Given an instance (with its respective features) we start from the root node. Compare the flower's petal length. If it is smaller than 2.45cm, follow the True option. If it leaf node already, then look at the class represented (setosa).

If length is greater than 2.45 instead, then follow the False route. If not leaf node, keep asking again to compare with the condition, and do the same thing as before. 

One advantage of doing decision tree is that features don't need to be scaled. And that they require little to no data preparation.

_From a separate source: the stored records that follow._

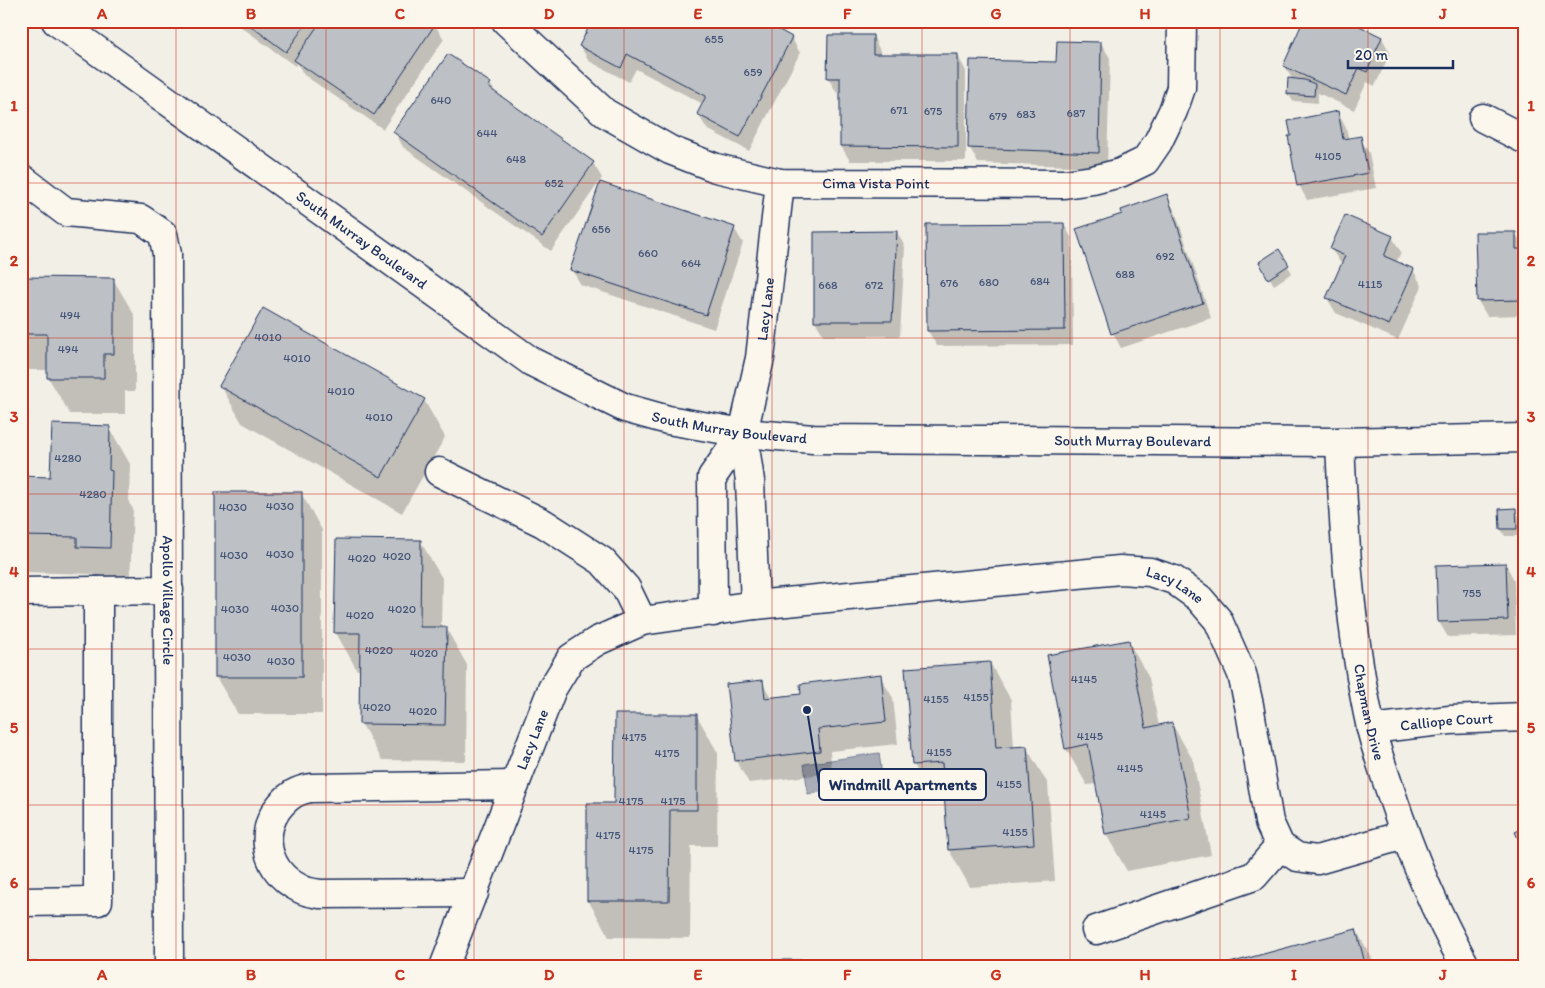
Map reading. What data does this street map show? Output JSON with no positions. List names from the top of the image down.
{
  "streets": {
    "street": [
      "Cima Vista Point",
      "South Murray Boulevard",
      "Lacy Lane",
      "Apollo Village Circle",
      "Chapman Drive",
      "Calliope Court"
    ]
  },
  "crossings": [
    ["Cima Vista Point", "Lacy Lane"],
    ["South Murray Boulevard", "Lacy Lane"],
    ["South Murray Boulevard", "Chapman Drive"],
    ["Chapman Drive", "Calliope Court"]
  ],
  "places": ["Windmill Apartments"],
  "house_numbers": [
    "655",
    "659",
    "640",
    "671",
    "675",
    "687",
    "683",
    "679",
    "644",
    "4105",
    "648",
    "652",
    "656",
    "660",
    "692",
    "664",
    "688",
    "684",
    "680",
    "676",
    "4115",
    "668",
    "672",
    "494",
    "4010",
    "494",
    "4010",
    "4010",
    "4010",
    "4280",
    "4280",
    "4030",
    "4030",
    "4030",
    "4030",
    "4020",
    "4020",
    "755",
    "4030",
    "4030",
    "4020",
    "4020",
    "4020",
    "4020",
    "4030",
    "4030",
    "4145",
    "4155",
    "4155",
    "4020",
    "4020",
    "4145",
    "4175",
    "4155",
    "4175",
    "4145",
    "4155",
    "4175",
    "4175",
    "4145",
    "4155",
    "4175",
    "4175"
  ],
  "scale_bar": "20 m",
  "grid": {
    "columns": [
      "A",
      "B",
      "C",
      "D",
      "E",
      "F",
      "G",
      "H",
      "I",
      "J"
    ],
    "rows": [
      "1",
      "2",
      "3",
      "4",
      "5",
      "6"
    ]
  }
}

__Attributes of each node__:  

_samples_: how many training instances it applies to. For example, there are 100 instances with petal length greater than 2.45 cm, and among those 54 have petal width smaller than 1.75 cm.

_value_: Number of training instances of each class this node applies to. Say for the node in bottom right, there are 0 Iris-Setosa, 1 Iris-Versicolor, and 45 Iris-Virginica.  

_gini_: measure impurity of a node, where impurity means that gini index is 0 (where all training instances it applies to belong to the same class). 

Calculating impurity:  
$$
G_i = 1 - \sum_{k=1}^{n}p_{i,k}^2
$$  
where $p_{i,k}$ is the ratio of class k instances among the training isntance of the i<sup>th</sup> node.  
    
0 Impurity means that like left node of depth 1, all 50 of the instances are considered as Iris-Setosa.  

Scikit learn sues the CART algorithm where it produces binary trees. But there may be other algorithms like ID3 that can produce ternary trees.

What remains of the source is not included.